Assignment:
Below are the records; copy each line in them that holds the word "strong".

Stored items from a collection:
◇ ◇ ◇
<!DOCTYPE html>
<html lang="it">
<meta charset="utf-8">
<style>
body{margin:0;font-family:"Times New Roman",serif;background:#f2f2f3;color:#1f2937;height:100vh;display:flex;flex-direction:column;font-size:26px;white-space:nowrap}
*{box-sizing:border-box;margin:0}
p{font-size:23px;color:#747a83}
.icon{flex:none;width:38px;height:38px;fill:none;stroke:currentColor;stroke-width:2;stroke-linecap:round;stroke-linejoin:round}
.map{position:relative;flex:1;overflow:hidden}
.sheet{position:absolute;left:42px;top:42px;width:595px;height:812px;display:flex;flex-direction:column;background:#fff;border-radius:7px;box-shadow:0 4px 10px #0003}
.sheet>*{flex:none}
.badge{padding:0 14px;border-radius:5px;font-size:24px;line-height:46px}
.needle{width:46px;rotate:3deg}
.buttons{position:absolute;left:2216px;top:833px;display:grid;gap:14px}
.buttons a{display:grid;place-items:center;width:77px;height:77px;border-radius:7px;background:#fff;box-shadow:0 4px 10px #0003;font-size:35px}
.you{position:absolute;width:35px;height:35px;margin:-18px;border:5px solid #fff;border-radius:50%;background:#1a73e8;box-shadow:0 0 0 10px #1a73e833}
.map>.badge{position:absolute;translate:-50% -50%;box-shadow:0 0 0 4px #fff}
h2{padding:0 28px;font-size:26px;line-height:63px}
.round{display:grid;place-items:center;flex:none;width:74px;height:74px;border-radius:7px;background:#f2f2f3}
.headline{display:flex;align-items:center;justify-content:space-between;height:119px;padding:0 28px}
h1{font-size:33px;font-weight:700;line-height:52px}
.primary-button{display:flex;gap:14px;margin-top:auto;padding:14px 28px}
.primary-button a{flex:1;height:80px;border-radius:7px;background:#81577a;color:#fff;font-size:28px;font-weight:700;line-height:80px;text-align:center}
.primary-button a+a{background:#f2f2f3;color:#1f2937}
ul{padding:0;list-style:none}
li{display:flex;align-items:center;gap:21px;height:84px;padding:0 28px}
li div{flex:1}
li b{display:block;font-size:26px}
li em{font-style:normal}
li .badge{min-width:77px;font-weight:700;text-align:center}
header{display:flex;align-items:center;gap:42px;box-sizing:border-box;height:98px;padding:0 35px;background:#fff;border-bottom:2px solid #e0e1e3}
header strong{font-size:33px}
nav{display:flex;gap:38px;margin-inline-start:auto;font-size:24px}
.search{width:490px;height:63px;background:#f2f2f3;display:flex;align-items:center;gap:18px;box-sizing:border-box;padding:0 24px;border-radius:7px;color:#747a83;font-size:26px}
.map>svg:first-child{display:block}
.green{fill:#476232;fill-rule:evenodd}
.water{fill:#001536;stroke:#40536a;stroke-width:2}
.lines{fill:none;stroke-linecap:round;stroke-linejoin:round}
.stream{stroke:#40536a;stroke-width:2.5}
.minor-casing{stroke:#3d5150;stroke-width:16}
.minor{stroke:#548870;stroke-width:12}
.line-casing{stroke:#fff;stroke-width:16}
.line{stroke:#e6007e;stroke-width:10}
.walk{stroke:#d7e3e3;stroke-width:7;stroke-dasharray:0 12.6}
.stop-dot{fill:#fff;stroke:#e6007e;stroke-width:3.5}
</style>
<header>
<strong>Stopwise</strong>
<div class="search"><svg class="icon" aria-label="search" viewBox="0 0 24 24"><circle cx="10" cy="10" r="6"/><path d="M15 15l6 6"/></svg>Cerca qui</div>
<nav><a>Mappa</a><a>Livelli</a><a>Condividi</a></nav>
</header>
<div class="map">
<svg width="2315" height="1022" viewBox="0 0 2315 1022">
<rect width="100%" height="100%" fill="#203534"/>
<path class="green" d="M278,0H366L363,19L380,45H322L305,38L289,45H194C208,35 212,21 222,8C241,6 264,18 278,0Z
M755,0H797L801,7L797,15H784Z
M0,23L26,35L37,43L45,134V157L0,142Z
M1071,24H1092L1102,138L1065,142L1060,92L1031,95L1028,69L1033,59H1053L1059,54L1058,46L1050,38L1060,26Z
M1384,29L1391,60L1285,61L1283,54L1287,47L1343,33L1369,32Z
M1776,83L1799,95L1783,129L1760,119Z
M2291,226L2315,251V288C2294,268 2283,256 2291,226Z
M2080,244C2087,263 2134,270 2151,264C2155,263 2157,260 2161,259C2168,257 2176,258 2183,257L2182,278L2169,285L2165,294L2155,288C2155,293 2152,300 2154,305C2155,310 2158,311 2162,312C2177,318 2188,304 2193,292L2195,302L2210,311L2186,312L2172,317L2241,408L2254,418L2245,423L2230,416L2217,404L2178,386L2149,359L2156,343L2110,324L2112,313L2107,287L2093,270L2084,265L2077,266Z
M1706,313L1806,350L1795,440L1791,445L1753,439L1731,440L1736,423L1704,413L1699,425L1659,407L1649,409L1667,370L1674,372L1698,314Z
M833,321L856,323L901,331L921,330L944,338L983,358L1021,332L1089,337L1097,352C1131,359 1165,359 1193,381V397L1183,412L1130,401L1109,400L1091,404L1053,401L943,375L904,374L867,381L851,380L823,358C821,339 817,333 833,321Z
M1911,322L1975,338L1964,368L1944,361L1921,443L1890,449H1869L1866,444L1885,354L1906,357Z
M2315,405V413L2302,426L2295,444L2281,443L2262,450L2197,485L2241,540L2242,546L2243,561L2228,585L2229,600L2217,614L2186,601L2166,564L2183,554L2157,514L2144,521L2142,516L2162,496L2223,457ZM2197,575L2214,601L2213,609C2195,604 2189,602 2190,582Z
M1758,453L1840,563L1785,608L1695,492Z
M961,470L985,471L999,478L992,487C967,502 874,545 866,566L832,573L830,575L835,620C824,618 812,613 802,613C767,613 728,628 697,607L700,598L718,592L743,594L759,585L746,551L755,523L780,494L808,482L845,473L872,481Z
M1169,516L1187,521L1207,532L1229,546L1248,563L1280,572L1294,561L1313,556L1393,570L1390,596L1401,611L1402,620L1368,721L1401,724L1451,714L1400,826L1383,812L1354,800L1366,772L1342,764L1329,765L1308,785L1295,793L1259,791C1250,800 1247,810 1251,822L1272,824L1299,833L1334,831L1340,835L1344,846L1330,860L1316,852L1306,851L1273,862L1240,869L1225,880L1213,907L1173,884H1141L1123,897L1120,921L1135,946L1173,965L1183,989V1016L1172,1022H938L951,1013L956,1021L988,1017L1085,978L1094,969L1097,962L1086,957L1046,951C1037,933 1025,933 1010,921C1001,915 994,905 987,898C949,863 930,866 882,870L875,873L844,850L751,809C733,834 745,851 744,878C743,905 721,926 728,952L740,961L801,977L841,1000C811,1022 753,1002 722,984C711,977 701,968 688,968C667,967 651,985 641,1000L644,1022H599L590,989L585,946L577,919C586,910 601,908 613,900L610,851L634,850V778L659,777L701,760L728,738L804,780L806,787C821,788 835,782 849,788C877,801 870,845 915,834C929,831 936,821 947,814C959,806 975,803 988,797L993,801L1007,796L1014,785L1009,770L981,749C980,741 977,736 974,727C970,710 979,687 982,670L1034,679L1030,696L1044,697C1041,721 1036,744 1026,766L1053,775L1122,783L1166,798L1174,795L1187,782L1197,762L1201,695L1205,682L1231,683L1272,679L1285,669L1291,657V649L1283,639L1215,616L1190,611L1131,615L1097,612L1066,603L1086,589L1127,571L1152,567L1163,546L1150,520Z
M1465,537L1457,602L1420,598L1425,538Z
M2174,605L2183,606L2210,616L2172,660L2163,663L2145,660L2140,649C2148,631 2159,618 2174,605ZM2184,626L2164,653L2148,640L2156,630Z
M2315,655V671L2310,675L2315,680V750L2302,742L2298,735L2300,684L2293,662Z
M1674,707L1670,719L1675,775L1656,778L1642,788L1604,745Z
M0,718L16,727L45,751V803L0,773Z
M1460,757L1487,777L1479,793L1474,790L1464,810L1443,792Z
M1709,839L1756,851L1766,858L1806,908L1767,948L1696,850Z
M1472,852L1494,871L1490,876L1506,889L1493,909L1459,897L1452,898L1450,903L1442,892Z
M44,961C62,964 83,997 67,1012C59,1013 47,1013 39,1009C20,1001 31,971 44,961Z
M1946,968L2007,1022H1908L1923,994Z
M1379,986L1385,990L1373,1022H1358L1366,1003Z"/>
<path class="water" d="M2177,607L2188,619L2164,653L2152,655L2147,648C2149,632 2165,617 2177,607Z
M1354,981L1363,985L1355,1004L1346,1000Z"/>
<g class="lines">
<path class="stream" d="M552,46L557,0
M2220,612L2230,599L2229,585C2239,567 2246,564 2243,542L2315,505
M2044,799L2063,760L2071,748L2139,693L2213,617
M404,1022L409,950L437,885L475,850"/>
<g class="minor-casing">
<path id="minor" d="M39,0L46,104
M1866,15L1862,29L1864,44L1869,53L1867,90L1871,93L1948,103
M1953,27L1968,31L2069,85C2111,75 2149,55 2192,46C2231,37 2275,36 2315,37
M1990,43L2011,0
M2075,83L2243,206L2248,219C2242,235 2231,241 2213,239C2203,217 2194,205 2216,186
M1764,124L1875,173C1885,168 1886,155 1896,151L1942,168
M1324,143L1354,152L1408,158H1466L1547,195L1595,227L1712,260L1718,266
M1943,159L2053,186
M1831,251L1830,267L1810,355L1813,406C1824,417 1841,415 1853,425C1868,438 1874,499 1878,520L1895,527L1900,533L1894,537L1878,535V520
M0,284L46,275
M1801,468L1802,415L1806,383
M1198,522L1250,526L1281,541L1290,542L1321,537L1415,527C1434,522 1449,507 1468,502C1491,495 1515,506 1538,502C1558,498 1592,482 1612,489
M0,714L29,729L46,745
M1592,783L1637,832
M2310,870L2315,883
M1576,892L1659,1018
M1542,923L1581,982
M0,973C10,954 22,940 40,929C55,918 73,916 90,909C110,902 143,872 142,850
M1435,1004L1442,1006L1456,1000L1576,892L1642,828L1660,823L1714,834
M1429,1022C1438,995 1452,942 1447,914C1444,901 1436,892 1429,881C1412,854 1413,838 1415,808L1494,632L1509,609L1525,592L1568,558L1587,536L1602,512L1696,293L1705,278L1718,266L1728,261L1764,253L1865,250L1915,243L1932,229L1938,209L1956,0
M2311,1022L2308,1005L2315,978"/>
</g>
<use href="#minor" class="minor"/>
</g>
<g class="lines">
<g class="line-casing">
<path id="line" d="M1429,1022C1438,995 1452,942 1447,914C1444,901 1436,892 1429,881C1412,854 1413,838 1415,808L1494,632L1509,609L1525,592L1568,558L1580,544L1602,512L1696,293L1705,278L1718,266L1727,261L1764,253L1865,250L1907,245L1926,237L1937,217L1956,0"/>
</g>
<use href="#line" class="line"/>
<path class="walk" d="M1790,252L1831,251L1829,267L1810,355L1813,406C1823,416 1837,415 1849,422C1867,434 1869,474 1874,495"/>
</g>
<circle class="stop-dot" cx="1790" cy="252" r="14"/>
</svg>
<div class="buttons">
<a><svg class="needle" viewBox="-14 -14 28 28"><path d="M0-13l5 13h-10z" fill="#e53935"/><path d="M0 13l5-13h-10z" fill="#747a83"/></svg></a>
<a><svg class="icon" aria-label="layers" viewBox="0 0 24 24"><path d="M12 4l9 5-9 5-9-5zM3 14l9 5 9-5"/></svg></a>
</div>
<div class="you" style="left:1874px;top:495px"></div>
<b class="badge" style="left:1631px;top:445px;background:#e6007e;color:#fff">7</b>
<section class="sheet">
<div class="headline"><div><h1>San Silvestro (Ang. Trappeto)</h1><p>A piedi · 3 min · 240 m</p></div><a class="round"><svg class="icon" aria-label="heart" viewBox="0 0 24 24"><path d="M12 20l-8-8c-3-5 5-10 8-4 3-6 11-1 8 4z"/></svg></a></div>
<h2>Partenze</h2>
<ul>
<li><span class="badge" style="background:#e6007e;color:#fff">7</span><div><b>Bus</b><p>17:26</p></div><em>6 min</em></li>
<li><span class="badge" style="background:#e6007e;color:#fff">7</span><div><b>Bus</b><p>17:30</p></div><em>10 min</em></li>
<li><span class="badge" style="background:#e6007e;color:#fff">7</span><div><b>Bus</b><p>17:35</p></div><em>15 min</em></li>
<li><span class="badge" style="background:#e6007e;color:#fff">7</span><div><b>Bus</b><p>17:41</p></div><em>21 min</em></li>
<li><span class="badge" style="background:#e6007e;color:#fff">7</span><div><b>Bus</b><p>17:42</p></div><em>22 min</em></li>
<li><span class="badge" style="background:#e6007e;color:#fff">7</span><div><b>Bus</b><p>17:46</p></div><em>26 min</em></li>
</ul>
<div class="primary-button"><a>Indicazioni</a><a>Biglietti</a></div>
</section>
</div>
◇ ◇ ◇
Answer box:
header strong{font-size:33px}
<strong>Stopwise</strong>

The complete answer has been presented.